The vehicle handles better because the tires don't ride on the sidewalls in a turn. I thought traction would be reduced because the tires were harder. It turns out with steelbelted tires, the tire patch remains flat, so the tread contact with the road is the best. I've found that it's the wear that reduces traction as the tire tread wears down. For instance, my front tires on my '11 Explorer are getting near the life of the tread, and I'm noticing some increases in slippage under hard exceleration on wet pavement and even a little on dry pavement. Because my front tires wear flat accross the tread, traction is still good in hard turns on wet pavement.
Hydroplaneing has improved because the tread is doing what it was designed to do, push the water away from the tread. Lower tire pressure increases the area of the tire patch like a larger ski on the water.
Tire wear is most important to me because of cost, handling over the life of the tire for safety, traction, and tire weight. If you can wear the tread evenly across the tire, weight decreases which decreases roll resistance. I've experimented with lighter factory rims and the same worn factory LRR tire vs a heavier factory (Limited) rim with new factory LRR tires. The difference with the lighter setup can be as much as 3 - 5 tank MPG.

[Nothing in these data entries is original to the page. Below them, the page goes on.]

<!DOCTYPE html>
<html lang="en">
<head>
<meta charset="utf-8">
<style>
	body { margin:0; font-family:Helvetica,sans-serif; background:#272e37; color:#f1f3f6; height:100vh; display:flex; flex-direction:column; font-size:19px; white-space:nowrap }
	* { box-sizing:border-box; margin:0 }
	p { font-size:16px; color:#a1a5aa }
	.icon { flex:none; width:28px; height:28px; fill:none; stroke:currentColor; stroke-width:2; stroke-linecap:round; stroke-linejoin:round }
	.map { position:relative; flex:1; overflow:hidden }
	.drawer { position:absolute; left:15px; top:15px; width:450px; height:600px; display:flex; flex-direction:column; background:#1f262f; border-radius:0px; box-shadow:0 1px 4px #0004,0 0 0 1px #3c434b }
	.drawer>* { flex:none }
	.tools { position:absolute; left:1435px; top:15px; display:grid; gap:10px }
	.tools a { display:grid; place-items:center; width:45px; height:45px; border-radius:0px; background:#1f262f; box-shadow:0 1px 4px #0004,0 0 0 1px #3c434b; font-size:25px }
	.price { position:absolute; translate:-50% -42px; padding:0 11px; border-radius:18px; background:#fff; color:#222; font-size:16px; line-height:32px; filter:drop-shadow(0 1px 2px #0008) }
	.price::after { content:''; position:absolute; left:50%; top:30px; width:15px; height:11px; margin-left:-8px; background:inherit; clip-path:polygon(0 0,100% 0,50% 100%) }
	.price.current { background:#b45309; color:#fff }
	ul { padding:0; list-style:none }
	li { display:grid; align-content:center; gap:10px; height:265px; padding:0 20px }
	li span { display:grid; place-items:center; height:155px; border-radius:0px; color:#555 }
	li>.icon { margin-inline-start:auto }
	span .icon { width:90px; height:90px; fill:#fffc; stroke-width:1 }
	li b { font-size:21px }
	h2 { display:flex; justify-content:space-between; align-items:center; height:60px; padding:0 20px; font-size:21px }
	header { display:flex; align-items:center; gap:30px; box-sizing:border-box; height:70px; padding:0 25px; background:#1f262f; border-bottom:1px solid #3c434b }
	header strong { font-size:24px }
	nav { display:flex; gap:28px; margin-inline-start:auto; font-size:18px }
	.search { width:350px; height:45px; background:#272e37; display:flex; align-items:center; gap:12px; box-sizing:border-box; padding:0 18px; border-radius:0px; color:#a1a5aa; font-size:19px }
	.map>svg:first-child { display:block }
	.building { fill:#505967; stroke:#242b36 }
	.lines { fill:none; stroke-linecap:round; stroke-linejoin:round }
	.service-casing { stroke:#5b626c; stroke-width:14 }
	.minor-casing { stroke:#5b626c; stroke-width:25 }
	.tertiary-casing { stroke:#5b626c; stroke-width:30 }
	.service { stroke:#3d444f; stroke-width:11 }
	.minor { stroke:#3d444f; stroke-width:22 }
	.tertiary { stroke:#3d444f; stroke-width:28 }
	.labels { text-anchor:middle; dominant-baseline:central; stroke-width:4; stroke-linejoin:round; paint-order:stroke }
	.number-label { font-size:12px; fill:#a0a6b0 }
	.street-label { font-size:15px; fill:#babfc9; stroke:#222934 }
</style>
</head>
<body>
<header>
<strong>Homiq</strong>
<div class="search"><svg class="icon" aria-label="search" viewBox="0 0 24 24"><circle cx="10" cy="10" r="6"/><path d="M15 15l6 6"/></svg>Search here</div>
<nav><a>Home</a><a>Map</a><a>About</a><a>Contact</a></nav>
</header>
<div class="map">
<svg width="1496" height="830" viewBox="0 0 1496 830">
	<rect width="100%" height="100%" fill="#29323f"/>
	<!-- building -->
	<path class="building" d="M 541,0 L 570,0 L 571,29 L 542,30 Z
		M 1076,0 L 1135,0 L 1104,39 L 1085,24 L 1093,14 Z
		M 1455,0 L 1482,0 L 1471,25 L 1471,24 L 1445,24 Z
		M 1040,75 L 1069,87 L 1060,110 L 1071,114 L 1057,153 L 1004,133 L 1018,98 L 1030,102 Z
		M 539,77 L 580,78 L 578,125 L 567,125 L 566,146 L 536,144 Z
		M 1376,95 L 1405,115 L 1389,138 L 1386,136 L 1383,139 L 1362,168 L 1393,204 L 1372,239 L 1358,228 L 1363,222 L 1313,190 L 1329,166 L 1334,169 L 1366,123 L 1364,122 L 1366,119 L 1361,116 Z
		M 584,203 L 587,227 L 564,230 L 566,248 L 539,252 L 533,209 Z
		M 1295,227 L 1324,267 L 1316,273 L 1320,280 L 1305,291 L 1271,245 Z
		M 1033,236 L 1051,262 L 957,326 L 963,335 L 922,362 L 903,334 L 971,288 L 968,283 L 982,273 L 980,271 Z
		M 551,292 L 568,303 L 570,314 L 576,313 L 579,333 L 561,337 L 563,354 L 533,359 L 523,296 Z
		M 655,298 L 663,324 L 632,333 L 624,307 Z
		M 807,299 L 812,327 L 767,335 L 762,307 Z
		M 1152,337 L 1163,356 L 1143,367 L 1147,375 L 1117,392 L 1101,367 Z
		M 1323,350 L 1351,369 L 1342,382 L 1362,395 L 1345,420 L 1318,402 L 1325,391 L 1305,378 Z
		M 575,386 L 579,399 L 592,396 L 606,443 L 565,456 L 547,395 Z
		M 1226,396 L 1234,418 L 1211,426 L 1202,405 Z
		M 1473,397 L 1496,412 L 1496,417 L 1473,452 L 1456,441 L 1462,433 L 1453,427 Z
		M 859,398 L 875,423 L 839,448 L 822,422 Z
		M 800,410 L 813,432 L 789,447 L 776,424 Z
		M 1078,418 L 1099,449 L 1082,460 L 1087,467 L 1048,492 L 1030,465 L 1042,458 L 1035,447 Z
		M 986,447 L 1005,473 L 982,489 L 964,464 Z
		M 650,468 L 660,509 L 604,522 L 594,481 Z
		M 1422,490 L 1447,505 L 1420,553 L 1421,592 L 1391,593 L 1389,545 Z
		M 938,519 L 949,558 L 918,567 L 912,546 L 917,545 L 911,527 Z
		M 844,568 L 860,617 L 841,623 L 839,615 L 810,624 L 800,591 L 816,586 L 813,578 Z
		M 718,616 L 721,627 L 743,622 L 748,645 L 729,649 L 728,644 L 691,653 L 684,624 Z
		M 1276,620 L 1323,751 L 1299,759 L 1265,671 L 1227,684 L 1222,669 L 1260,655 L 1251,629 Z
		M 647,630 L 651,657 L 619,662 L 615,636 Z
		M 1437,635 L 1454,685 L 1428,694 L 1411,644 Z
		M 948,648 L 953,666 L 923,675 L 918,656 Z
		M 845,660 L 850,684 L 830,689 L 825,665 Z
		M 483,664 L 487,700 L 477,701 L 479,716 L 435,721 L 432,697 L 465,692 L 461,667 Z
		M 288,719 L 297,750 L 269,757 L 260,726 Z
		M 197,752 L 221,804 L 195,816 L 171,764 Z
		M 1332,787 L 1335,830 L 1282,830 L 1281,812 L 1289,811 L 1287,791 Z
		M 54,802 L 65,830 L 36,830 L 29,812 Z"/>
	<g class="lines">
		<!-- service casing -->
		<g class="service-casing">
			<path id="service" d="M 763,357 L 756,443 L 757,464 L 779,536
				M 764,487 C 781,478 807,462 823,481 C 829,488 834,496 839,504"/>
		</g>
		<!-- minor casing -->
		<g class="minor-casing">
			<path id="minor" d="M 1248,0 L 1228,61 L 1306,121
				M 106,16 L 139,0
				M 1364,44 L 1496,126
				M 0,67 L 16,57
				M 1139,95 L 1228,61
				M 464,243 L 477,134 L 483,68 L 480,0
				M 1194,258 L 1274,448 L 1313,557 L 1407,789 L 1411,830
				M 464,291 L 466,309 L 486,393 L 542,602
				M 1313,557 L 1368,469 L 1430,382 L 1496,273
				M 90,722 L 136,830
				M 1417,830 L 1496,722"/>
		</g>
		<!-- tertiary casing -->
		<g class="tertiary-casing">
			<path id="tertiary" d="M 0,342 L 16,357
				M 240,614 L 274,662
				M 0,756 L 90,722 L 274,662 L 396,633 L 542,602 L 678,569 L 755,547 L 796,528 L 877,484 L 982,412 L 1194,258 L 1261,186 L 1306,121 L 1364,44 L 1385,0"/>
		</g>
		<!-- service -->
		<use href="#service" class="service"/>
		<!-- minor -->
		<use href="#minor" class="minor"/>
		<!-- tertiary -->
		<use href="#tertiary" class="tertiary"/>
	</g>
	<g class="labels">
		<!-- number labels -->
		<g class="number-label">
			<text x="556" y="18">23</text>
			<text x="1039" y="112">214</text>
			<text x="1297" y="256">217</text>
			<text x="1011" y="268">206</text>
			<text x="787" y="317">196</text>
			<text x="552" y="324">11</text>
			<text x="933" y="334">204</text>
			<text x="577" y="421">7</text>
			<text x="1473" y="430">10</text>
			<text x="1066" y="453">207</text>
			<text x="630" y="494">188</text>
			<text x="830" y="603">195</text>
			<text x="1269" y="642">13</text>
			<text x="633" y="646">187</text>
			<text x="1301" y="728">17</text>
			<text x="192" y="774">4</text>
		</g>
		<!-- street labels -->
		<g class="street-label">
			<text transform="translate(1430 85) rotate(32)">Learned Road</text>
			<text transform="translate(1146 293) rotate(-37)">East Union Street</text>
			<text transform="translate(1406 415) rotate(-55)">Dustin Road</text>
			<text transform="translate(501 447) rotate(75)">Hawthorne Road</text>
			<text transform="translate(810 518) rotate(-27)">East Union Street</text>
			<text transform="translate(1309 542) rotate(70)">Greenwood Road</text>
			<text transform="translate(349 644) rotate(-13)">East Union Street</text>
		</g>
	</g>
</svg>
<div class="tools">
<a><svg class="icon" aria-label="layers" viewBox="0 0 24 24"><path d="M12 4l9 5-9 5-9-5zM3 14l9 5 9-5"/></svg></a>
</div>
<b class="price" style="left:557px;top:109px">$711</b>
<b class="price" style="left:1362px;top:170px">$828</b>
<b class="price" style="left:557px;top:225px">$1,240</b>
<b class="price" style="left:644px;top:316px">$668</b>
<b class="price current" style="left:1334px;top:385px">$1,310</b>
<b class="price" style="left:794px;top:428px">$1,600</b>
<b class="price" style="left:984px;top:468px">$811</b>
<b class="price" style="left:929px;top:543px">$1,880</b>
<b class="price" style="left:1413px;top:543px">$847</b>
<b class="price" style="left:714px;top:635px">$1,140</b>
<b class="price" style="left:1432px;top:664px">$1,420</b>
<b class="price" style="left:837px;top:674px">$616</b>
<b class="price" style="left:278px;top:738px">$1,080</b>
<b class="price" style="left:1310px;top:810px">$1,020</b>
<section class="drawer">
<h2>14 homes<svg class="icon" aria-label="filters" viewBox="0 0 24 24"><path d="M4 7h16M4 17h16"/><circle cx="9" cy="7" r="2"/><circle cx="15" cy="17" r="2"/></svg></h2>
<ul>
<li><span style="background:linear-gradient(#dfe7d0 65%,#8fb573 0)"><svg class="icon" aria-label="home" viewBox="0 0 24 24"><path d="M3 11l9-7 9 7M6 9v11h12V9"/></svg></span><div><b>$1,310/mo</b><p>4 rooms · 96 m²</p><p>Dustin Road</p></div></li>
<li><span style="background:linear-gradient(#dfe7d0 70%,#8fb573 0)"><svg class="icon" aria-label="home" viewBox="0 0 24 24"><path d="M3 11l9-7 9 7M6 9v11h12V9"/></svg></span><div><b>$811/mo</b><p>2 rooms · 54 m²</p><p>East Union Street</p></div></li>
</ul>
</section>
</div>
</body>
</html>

Look at having higher tire pressure as the key of hypermiling. It all starts there because higher tire pressure increases the glide distance in any gear. It allows you to maintain your speed from dropping faster compared with lower tire pressure. I think Ford increased the recommented tire pressure from 35psi to 38psi on the Michelin Energy that comes with the C-Max. The Max sidewall is 51psi, so I'll most likely run 55psi on my new C-Max Energi.